Networking is about having strong connections with a small group of people, and complementing that with a wide array of weak connections – from which opportunities can and will arise. It’s less about what you know and more about who you know – that’s what networking is all about.

There’s a vast array of literature out there on networking for the modern professional, but here are some tips based on our experience.

Position yourself

Business theorist Jeffrey Pfeffer tells a powerful story of a manager who attributes his success to his decision of where to sit. He noted that, during the course of the day, people walked to the cafeteria and the washrooms. He found where the two paths tended to intersect, near the centre of the open-plan office layout and took that position as his work location. He attributes much of his subsequent success to that simple move since it gave him much better access to what was going on in his department.
In short, if you aren’t good at going up to new people, situate yourself so they’ll come to you.

Open-ended questions

After you position yourself properly, how do you make the most of it at a CPD event or business lunch? First, everyone there will most certainly feel the same way you do. Standing awkwardly at the edge of people in conversation is not a place anyone wants to be, but we’ve all found ourselves there at some time or another. Going up to strangers and saying introducing yourself feels a little unnatural, and while there’s no magic bullet, there are a few things to keep in mind:

  • If all you have to say is, “Hi there. My name is Bob” followed by silence, then don’t bother. You need to offer more.
  • Have a few open-ended questions in your back pocket to stimulate some conversation, ideally ones that enable you to listen twice as much as you talk. “What brings you here this morning?” or “What’s keeping you busy these days?” are great open-ended questions.
  • Don’t talk about yourself. Instead, ask the person you’re speaking to about themselves.

Be the human being

I prefer not to lead with a handshake or even, “My name is Lisa. I work with Barden. Barden is a recruitment company that works exclusively with the accounting and finance community in Ireland.” You’re there as a human being to meet other human beings, not as the manifestation of a business. You’re looking to make a human-to-human connection, not a business-to-business connection.

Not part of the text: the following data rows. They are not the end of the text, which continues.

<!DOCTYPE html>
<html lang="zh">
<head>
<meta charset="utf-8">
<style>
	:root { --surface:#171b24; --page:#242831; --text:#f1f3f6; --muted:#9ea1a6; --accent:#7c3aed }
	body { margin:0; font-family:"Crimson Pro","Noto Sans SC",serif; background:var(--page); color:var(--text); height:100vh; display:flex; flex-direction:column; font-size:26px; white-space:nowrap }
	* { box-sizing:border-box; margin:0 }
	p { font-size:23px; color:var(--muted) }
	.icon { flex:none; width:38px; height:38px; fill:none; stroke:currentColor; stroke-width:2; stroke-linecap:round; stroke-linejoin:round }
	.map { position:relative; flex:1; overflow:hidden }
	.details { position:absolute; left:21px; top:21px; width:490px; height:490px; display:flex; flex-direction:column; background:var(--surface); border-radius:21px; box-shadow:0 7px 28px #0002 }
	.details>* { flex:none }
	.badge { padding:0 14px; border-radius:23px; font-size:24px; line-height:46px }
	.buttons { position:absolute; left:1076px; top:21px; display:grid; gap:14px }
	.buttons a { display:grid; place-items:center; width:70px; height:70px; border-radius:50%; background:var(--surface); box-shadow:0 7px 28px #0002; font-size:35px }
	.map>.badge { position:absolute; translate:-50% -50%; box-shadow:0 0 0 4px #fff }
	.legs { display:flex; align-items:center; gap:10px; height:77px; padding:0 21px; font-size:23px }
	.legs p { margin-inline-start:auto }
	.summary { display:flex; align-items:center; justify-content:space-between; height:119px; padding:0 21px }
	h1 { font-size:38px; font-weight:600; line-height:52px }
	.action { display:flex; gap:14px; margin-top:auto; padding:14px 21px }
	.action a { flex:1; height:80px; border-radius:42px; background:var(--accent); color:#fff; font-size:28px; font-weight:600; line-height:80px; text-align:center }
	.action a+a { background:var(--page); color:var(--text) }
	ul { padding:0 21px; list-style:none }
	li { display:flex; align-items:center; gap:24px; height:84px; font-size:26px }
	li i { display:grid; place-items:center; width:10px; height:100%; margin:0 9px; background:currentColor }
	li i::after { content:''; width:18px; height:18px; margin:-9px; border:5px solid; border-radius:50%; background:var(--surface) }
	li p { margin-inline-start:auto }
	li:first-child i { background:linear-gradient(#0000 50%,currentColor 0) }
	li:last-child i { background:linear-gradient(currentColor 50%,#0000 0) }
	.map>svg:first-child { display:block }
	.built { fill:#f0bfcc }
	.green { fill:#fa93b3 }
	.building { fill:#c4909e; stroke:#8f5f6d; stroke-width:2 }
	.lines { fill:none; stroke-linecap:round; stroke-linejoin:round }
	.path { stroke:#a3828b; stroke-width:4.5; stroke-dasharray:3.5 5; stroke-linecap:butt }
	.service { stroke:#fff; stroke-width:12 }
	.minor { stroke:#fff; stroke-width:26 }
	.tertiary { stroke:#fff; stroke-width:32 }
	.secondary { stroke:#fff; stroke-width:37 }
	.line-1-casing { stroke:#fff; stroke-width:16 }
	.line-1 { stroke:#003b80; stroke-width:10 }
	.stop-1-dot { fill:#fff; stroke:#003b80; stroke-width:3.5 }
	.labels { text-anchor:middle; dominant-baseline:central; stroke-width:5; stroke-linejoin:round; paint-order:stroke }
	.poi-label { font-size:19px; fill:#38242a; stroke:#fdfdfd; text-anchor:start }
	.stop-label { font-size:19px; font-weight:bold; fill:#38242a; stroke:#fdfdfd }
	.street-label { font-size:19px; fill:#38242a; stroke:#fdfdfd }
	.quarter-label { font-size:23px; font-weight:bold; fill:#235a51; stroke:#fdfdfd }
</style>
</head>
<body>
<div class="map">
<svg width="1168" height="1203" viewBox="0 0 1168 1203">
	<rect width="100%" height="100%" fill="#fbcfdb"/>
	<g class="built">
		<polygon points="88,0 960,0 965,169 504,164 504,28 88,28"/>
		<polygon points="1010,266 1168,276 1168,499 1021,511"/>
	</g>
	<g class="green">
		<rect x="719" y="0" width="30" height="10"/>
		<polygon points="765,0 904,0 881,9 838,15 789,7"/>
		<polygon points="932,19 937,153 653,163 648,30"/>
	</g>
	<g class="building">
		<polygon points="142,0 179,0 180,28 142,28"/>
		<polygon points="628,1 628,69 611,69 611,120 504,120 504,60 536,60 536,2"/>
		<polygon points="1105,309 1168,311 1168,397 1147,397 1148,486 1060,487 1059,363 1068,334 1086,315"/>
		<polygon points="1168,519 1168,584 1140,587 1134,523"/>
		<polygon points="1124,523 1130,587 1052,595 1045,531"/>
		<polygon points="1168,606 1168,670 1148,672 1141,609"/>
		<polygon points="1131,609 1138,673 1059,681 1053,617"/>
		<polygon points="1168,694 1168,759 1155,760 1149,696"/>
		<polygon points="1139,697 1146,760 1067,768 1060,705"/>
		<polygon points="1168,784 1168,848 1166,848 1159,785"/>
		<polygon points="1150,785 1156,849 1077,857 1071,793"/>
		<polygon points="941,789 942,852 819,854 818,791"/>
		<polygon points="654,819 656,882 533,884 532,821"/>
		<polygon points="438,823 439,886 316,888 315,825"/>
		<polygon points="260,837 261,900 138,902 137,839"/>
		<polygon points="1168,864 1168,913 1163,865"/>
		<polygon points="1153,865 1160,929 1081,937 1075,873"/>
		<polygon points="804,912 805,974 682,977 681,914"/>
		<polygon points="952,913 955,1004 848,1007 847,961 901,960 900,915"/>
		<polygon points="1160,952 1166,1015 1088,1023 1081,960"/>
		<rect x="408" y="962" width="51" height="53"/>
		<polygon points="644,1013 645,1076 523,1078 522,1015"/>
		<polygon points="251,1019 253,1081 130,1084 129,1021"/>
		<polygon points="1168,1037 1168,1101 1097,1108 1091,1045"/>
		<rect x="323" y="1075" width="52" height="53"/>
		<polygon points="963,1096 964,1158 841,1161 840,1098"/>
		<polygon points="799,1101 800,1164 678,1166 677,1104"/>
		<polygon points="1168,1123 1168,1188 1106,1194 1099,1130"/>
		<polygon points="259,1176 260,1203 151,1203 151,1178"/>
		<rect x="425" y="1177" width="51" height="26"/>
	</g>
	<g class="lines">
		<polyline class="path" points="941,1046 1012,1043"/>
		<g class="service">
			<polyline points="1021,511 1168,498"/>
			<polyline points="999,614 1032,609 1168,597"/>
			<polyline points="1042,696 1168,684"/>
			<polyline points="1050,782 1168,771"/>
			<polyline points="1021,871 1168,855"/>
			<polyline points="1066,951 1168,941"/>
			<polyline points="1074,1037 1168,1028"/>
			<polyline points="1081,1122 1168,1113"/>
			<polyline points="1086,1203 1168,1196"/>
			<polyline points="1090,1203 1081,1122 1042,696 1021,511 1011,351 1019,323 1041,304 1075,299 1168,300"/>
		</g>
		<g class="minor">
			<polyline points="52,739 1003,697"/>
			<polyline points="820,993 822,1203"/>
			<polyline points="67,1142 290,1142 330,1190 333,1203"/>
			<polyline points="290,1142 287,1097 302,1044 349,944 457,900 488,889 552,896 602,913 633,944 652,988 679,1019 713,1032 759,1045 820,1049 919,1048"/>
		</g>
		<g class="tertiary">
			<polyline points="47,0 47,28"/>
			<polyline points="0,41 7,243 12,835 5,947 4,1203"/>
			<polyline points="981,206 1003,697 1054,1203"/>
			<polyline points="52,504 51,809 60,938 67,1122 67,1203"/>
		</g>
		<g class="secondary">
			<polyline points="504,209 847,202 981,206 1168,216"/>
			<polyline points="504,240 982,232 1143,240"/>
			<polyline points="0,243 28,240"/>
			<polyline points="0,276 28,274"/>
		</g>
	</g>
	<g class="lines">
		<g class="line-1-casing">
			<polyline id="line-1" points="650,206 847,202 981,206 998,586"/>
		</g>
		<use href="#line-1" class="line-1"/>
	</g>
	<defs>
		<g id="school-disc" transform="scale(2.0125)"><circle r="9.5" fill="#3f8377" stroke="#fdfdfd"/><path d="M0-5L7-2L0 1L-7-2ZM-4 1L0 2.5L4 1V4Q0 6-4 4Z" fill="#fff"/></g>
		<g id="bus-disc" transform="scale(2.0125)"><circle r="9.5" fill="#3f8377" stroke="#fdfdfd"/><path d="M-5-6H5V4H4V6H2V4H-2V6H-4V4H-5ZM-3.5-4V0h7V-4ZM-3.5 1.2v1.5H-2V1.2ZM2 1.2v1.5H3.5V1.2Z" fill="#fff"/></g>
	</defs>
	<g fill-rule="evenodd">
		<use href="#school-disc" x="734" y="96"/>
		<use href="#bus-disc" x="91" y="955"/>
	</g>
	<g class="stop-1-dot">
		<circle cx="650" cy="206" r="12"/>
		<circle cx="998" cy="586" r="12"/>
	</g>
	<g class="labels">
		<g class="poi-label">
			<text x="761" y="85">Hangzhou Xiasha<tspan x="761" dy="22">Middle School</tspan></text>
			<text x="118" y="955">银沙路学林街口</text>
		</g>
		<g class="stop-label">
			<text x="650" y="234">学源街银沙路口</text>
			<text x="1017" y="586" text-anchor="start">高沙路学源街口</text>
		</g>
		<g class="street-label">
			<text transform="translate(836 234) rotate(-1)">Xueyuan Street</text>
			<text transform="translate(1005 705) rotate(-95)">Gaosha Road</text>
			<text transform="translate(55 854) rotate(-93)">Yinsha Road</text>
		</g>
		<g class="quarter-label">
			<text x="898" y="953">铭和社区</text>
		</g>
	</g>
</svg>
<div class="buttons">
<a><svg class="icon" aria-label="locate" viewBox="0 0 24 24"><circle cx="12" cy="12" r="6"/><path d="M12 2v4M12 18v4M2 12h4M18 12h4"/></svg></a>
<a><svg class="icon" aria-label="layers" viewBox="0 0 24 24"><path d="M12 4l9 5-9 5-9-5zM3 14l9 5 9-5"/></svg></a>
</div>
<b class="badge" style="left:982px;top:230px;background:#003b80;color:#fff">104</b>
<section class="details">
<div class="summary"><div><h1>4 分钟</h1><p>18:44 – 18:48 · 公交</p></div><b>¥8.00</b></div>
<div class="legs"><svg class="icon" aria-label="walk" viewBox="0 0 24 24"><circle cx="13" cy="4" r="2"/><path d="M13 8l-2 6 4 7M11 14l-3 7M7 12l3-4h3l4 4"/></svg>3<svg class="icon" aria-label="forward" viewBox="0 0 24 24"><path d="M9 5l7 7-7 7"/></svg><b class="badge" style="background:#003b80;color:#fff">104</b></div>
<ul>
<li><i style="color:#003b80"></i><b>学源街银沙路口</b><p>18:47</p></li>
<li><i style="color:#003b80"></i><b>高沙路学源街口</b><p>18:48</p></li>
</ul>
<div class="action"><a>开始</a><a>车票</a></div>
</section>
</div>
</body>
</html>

Tonality and body language

When making your first impression, you should be engaged, enthusiastic, curious and have supportive non-verbal action. Folded arms don’t convey support, for example. Non-verbal communication is key as what we say accounts for just 7% of communication. How we say it (or tonality) accounts for 38% of the overall message while body language (non-verbal communication) accounts for 55% of the overall message.

Ask questions. Be excited. Ask for details. Don’t expect the other person to carry the conversation. Laugh (appropriately) and use that all-so-awesome secret weapon that we all have but often forget about: the simple smile. Smiling is the single most powerful thing you can do when you first meet new people. Research shows that people evaluate everyone they meet in terms of warmth and competence. And, of the two, guess which matters more?

Yup, warmth. So, smile. 

We all have the ability to be a good networker if we just take a few minutes to figure out the right way to connect with people and conquering our fear of doing it poorly. Listening skills, authenticity and warmth are all it takes.